__The task__.
Your answer must be the records, copied with no change.

__Dataset excerpts__.
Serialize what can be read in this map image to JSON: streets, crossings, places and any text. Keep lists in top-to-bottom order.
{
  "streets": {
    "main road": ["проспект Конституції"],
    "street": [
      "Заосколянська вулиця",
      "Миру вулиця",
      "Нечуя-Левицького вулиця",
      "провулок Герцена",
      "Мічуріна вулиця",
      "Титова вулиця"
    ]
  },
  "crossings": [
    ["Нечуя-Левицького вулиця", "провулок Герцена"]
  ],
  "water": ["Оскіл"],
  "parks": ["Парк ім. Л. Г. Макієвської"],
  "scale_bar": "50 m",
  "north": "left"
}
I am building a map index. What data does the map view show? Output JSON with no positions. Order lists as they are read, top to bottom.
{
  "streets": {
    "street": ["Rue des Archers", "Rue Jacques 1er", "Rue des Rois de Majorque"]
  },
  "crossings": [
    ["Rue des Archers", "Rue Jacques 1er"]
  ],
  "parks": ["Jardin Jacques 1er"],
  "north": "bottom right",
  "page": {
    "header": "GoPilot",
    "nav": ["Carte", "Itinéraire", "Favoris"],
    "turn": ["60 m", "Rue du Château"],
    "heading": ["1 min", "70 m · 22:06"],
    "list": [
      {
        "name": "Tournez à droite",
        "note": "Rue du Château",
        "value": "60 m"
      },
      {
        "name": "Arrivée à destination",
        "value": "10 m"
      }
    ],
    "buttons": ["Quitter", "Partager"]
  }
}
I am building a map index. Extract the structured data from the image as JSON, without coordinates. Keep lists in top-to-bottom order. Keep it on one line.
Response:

__Solved problem__.
Serialize what can be read in this map image to JSON: streets, crossings, places and any text. Keep lists in top-to-bottom order.
{
  "streets": {
    "main road": ["проспект Конституції"],
    "street": [
      "Заосколянська вулиця",
      "Миру вулиця",
      "Нечуя-Левицького вулиця",
      "провулок Герцена",
      "Мічуріна вулиця",
      "Титова вулиця"
    ]
  },
  "crossings": [
    ["Нечуя-Левицького вулиця", "провулок Герцена"]
  ],
  "water": ["Оскіл"],
  "parks": ["Парк ім. Л. Г. Макієвської"],
  "scale_bar": "50 m",
  "north": "left"
}
I am building a map index. What data does the map view show? Output JSON with no positions. Order lists as they are read, top to bottom.
{
  "streets": {
    "street": ["Rue des Archers", "Rue Jacques 1er", "Rue des Rois de Majorque"]
  },
  "crossings": [
    ["Rue des Archers", "Rue Jacques 1er"]
  ],
  "parks": ["Jardin Jacques 1er"],
  "north": "bottom right",
  "page": {
    "header": "GoPilot",
    "nav": ["Carte", "Itinéraire", "Favoris"],
    "turn": ["60 m", "Rue du Château"],
    "heading": ["1 min", "70 m · 22:06"],
    "list": [
      {
        "name": "Tournez à droite",
        "note": "Rue du Château",
        "value": "60 m"
      },
      {
        "name": "Arrivée à destination",
        "value": "10 m"
      }
    ],
    "buttons": ["Quitter", "Partager"]
  }
}
I am building a map index. Extract the structured data from the image as JSON, without coordinates. Keep lists in top-to-bottom order. Keep it on one line.
Response:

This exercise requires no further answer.